Marvel also premiered a small movie showing concept art from Doctor Strange, along with a video love letter from Sir Benedict Eggs Over Easy Cumbersome Batching. He has the best, most British name. Unfortunately we have no footage of those pictures, either. really we are saying we have nothing visual to show for Marvel. However, it was announced that Tilda Swinton will be playing Strange’s mentor, the Ancient One, though she admits that she is yet uncertain if she will be playing the part as a man or as a woman.

Star Wars:
Last but not least, it was Star Wars again that shook down the house. The panel had everything, complete with a show stopping appearance by Han Solo himself. Well, it had everything except for a new Star Wars trailer, which JJ Abrams said would not be out till the Fall. The audience also got to hear from Gareth Edwards who will be directing the first Star Wars spinoff, Rogue One. The movie is set to be a gritty war drama that takes place during the Rebellion Against the Empire, and possibly involves the stealing of the Death Star plans. In other words, forget everything you learned while playing Dark Forces, Kyle Katarn forgive us. We did get the first cast photo. This movie stands out as a interesting concept, though we are still unclear as why they called it Rogue One. After all, that would have been Luke or Wedge Antilles’ callsign during the Rebellion, but then again, who really knows what is canon anymore, Wes Janson forgive us. The movie began principal photography this month.

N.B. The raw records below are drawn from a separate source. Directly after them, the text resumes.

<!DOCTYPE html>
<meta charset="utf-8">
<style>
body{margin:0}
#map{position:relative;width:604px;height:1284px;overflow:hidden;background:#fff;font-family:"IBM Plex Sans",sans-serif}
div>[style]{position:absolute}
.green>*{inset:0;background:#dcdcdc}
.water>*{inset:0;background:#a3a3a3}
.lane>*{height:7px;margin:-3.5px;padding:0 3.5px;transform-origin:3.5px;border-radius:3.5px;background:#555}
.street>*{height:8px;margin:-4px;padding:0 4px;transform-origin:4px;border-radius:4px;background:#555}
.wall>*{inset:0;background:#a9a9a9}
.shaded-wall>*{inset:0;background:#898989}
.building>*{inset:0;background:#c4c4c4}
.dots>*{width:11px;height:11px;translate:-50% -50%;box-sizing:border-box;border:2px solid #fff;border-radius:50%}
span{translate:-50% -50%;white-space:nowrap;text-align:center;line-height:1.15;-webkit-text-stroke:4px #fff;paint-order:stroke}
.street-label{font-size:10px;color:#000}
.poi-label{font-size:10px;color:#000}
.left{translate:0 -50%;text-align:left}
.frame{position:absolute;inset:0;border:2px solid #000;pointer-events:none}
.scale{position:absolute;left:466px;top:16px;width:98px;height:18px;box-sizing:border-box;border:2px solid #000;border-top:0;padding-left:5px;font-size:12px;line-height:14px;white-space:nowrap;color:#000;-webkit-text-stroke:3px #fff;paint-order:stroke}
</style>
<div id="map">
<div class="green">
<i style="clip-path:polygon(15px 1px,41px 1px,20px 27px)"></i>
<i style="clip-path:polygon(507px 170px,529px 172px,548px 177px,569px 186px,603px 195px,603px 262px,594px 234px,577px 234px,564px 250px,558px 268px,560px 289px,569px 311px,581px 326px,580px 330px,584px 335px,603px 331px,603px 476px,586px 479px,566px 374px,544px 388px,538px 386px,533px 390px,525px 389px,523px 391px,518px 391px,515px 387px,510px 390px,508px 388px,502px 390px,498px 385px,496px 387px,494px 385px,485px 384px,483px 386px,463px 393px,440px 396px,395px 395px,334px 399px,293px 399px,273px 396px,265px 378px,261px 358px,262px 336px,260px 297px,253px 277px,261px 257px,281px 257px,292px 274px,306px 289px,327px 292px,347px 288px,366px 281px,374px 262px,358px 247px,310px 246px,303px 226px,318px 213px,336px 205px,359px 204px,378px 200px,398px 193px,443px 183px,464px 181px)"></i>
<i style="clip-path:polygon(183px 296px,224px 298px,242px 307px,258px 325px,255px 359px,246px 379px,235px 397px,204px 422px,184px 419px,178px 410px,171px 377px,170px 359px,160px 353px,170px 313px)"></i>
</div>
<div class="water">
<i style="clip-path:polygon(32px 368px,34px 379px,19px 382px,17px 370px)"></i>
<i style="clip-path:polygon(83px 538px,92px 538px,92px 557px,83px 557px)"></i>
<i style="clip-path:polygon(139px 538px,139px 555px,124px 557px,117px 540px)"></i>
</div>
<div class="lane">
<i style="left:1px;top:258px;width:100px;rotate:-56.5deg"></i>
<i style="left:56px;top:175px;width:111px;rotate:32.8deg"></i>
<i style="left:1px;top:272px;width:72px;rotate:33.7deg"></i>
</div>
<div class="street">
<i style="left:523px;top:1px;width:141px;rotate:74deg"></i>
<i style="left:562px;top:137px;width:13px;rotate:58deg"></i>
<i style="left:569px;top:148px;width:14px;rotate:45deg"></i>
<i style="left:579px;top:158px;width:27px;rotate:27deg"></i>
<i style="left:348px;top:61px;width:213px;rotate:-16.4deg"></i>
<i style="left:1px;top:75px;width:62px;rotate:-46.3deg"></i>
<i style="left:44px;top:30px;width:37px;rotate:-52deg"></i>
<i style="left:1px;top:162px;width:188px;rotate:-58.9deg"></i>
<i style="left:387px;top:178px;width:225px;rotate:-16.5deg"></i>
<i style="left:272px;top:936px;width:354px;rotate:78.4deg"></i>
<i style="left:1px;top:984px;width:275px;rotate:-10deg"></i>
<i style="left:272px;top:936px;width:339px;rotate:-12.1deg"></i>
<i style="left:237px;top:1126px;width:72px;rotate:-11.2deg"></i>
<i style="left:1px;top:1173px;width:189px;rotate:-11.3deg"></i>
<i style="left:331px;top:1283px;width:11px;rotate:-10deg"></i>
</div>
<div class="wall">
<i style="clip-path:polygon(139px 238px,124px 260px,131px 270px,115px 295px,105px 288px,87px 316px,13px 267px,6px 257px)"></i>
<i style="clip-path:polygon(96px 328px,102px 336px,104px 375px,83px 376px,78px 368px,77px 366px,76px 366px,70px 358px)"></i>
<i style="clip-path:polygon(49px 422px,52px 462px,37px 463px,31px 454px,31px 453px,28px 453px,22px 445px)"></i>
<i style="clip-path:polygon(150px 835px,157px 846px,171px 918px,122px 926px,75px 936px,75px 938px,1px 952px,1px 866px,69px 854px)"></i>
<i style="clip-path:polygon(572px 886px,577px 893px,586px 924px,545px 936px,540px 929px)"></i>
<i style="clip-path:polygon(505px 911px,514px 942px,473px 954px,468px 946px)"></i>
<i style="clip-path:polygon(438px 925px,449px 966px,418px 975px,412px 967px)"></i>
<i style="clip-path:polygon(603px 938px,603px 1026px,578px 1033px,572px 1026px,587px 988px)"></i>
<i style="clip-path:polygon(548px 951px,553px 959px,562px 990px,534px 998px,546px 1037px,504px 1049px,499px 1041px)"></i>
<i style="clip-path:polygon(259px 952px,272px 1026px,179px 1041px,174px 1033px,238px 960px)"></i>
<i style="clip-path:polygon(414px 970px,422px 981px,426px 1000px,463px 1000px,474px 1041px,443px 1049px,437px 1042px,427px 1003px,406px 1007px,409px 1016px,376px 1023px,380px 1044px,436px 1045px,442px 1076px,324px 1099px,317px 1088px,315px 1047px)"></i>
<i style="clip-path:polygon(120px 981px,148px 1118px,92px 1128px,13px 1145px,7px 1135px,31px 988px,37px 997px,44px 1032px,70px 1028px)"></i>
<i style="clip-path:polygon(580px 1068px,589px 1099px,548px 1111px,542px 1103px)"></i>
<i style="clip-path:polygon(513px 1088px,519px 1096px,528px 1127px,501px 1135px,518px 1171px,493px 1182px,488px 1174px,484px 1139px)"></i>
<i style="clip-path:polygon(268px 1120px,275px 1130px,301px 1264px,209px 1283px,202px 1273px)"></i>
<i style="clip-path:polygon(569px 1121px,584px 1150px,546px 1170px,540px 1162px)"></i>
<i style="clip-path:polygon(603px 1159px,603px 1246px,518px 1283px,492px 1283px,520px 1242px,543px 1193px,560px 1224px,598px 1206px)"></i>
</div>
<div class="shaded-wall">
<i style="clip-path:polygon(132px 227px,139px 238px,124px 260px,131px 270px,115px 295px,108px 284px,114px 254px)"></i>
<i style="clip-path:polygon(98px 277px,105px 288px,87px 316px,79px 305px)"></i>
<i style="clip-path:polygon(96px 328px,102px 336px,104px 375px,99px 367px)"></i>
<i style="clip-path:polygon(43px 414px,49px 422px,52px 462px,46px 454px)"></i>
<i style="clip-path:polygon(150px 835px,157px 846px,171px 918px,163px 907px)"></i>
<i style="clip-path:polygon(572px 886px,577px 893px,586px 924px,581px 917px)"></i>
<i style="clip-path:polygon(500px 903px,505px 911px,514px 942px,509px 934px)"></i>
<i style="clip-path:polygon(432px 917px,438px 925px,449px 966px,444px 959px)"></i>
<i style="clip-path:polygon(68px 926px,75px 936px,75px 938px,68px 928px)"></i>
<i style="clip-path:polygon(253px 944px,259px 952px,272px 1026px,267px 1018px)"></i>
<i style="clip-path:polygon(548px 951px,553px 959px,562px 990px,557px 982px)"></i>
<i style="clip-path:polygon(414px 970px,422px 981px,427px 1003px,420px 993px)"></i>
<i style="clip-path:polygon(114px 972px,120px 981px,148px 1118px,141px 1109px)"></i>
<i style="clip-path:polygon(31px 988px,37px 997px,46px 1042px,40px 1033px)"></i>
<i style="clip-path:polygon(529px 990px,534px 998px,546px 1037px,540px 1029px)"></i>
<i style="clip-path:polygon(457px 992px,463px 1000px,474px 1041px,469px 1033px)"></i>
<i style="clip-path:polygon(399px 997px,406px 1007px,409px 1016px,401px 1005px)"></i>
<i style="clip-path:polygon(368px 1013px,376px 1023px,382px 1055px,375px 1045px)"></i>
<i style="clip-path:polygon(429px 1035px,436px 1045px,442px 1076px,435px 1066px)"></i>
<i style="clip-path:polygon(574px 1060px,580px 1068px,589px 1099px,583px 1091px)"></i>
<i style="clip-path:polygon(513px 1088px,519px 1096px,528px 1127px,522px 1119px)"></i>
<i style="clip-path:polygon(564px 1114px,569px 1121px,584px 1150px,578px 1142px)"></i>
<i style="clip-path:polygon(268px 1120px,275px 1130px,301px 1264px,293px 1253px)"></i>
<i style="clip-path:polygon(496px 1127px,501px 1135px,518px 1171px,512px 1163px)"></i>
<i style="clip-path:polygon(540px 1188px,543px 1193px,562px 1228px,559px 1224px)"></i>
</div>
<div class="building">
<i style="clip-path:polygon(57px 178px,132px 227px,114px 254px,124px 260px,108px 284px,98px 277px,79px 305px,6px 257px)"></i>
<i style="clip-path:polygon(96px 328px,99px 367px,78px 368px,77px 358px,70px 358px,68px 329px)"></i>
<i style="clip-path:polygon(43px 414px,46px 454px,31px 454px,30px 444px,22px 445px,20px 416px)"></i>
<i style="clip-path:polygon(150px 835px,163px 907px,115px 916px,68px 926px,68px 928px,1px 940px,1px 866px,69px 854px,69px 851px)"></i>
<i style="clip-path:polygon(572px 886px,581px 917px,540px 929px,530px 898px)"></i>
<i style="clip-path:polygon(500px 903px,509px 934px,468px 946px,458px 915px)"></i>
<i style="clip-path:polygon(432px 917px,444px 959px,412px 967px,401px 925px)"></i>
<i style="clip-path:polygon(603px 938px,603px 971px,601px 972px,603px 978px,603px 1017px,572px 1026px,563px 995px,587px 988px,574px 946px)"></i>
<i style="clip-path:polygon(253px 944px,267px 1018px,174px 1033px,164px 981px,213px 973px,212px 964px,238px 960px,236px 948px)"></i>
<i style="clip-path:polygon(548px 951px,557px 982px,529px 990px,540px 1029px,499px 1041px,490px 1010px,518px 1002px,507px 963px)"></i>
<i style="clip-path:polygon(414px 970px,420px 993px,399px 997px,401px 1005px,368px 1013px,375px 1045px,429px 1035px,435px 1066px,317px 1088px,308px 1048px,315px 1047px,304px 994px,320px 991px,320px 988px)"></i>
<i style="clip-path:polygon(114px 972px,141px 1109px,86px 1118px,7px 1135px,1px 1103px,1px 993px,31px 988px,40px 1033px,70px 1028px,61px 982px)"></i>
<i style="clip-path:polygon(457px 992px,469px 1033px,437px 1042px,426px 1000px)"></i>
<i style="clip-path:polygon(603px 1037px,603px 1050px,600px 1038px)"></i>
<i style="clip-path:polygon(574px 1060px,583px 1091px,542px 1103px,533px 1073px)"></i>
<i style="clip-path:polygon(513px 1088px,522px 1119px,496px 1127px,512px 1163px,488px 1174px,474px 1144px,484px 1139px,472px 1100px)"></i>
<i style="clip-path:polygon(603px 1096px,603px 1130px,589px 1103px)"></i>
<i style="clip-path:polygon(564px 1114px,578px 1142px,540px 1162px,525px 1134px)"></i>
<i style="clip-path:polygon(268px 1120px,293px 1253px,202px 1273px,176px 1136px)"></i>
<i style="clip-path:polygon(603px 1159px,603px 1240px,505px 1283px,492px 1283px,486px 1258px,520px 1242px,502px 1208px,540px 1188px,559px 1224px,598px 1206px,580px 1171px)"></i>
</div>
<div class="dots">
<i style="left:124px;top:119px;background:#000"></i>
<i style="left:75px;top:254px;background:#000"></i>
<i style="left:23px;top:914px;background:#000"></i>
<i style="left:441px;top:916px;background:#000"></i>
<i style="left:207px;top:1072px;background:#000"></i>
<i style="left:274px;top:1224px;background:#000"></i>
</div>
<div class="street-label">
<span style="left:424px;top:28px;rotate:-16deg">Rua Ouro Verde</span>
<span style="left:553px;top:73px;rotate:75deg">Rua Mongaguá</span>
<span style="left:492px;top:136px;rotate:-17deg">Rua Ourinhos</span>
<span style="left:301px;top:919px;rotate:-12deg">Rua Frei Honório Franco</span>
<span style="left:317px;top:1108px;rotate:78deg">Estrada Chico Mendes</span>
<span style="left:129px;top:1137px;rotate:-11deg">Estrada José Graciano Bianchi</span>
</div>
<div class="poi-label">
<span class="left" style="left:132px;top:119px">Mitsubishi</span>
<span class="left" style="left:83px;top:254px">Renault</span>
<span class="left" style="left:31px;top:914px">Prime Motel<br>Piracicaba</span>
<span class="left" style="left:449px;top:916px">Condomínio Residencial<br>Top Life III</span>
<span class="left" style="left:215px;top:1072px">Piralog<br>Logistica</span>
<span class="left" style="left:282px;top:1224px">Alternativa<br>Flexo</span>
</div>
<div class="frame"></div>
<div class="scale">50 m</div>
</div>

Finally, and perhaps the biggest announcement was the fact that Disney World and Disneyland will both be opening new Star Wars-theme parks. The new parks will be based around two signature rides, including one where you will be able to pilot the Millennium Falcon. The second one will give guests the chance to be in the midst of a battle between the First Order and The Resistance. Both will be based in the lore of the new trilogy, because why base rides on classic Star Wars. When will we get Admiral Ackbar’s Crazy Trap Ride?

Despite our snark and our disbelief, we will ultimately end up going to the parks and seeing the movies, because of course we will. No matter what your opinion of the mouse-led entertainment behemoth, there is one thing that you have to admit is for certain, Disney stands to make all the money… like all of it.